**WORK TO COMPLETE:** Take the data from its first line. Print each line exactly until the line containing "2px #343940) drop-shadow(0" has been printed too.
_____
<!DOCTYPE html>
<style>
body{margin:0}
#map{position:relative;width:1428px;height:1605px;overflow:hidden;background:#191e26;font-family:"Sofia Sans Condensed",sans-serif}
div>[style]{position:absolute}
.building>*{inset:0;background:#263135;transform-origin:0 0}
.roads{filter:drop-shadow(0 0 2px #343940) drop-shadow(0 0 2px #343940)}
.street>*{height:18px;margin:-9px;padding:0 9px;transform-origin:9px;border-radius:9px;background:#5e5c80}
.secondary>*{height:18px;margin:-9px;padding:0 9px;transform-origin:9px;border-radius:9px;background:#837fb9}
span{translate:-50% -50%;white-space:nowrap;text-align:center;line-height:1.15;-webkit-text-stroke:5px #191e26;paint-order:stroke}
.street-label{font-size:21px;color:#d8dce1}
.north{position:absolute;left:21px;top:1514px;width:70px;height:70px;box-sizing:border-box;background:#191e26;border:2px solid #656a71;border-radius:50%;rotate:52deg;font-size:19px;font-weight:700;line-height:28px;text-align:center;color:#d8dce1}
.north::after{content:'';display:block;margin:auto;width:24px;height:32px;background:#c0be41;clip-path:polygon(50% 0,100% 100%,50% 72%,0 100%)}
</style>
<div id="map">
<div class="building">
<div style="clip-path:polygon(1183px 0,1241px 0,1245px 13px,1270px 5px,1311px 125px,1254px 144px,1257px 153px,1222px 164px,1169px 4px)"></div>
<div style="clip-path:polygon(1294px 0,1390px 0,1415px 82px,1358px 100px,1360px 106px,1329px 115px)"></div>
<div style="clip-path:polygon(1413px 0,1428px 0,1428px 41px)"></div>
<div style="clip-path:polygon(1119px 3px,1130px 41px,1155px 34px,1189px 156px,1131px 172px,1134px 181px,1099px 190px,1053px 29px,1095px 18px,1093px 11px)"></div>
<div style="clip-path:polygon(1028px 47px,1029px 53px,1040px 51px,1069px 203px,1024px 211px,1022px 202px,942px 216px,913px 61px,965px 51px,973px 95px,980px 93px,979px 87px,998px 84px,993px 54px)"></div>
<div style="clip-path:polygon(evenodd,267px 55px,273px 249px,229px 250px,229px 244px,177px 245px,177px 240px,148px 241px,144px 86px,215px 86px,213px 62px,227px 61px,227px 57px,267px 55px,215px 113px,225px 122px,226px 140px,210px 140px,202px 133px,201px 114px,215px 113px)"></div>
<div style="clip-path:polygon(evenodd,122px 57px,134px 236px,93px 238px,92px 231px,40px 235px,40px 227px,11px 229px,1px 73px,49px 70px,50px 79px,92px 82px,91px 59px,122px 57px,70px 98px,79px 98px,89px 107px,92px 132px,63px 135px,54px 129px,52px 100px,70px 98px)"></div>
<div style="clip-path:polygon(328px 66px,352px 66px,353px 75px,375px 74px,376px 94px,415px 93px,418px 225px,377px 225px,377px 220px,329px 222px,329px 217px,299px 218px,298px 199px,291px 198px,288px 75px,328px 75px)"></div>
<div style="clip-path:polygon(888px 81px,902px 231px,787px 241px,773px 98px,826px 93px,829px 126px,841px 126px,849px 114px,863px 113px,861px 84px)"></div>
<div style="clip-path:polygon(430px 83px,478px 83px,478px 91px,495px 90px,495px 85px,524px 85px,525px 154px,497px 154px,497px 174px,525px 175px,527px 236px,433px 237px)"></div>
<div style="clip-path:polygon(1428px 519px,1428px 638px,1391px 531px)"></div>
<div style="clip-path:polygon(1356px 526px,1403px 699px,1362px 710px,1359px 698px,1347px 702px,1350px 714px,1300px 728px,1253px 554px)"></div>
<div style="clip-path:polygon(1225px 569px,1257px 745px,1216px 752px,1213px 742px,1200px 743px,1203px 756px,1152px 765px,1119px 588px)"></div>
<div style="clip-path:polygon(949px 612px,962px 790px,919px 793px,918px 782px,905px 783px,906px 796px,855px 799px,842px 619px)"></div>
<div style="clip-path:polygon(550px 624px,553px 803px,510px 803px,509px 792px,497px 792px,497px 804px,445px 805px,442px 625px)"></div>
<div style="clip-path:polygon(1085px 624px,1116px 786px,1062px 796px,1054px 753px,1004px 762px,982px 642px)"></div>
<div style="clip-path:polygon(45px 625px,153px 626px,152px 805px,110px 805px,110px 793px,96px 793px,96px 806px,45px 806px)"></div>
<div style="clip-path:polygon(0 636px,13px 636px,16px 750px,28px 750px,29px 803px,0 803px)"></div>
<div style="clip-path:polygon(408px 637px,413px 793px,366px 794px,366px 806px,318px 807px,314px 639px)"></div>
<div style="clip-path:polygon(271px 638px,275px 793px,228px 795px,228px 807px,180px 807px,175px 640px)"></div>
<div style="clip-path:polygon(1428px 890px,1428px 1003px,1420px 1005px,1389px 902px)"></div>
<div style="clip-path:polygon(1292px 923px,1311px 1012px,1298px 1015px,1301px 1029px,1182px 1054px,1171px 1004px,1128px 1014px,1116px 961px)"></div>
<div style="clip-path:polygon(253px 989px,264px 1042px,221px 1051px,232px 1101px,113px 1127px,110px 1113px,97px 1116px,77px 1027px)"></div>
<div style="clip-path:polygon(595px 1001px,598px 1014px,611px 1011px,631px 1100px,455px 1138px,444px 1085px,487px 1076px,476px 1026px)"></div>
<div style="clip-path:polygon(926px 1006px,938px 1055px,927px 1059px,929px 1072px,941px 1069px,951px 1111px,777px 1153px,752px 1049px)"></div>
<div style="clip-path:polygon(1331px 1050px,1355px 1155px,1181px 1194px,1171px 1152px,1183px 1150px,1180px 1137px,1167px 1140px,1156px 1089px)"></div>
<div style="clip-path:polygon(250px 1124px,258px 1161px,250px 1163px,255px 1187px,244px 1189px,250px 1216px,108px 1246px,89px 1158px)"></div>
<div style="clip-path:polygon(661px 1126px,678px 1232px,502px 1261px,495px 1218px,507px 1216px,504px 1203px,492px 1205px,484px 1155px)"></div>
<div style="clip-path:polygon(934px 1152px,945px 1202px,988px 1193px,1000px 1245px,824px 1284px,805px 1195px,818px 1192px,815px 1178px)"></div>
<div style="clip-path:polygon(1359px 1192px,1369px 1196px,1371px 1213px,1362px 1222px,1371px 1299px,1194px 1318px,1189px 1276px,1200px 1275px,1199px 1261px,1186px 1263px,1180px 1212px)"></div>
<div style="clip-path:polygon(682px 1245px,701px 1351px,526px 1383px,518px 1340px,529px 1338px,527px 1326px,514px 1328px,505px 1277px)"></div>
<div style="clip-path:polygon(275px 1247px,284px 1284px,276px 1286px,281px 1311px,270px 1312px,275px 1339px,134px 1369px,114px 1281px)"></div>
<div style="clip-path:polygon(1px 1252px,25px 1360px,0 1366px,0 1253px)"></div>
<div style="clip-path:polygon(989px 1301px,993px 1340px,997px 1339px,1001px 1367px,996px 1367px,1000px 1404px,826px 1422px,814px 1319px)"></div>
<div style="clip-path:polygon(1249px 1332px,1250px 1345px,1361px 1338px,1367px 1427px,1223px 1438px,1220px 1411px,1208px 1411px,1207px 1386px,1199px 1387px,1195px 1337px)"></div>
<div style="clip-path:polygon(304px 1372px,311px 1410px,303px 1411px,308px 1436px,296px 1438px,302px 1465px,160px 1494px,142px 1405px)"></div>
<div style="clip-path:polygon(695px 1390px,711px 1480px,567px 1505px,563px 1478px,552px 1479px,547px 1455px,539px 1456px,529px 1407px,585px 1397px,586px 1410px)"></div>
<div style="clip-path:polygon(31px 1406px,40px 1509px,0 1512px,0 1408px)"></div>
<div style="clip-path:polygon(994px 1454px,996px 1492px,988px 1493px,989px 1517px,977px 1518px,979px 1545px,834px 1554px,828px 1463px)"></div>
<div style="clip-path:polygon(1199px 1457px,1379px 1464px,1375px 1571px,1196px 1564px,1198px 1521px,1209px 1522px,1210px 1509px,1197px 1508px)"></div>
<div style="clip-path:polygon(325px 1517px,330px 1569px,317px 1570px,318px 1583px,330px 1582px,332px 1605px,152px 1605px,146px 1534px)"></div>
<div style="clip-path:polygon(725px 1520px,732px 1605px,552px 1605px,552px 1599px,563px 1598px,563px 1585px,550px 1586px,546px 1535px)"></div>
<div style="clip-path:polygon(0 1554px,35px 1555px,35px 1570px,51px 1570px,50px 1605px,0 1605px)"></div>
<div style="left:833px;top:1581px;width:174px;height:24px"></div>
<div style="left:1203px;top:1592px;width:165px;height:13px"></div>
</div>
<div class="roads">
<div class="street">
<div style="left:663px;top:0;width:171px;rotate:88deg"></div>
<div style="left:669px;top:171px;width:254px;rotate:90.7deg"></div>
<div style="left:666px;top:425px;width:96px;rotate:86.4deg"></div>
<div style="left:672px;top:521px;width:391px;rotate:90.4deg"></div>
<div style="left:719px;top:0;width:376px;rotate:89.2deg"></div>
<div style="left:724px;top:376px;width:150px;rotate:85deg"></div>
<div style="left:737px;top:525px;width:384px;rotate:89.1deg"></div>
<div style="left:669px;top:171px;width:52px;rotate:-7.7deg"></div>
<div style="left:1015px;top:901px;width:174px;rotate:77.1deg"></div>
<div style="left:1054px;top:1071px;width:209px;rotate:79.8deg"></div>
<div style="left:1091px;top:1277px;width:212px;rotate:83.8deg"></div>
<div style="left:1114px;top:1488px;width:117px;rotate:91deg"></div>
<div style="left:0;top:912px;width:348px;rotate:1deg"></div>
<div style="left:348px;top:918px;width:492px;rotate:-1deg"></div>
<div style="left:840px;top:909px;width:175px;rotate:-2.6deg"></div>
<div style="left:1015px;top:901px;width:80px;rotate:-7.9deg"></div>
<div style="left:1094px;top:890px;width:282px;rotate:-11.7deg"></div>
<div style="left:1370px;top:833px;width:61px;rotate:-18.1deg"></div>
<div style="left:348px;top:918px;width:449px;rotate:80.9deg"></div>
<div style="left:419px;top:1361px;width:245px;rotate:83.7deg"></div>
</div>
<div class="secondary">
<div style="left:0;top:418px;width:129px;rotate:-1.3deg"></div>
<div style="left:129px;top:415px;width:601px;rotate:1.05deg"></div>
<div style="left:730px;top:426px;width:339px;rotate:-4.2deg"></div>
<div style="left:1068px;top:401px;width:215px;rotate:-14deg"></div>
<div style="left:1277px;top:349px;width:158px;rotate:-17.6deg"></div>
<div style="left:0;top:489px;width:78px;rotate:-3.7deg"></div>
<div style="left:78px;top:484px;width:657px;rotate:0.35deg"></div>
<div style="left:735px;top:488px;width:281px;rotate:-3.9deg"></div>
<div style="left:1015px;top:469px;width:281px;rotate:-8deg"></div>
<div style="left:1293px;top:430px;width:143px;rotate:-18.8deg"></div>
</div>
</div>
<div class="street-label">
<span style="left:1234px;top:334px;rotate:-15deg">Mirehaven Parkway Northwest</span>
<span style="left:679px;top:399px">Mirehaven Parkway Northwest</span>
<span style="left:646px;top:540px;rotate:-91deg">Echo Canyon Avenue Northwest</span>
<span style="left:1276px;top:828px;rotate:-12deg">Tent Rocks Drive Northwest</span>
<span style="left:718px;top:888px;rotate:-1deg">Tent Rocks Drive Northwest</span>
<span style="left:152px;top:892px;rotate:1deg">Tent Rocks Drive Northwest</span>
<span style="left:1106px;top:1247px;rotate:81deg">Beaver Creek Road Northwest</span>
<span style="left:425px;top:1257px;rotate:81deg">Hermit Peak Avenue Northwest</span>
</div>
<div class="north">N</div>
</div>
_____
**RESPONSE TO THE EXERCISE:**
<!DOCTYPE html>
<style>
body{margin:0}
#map{position:relative;width:1428px;height:1605px;overflow:hidden;background:#191e26;font-family:"Sofia Sans Condensed",sans-serif}
div>[style]{position:absolute}
.building>*{inset:0;background:#263135;transform-origin:0 0}
.roads{filter:drop-shadow(0 0 2px #343940) drop-shadow(0 0 2px #343940)}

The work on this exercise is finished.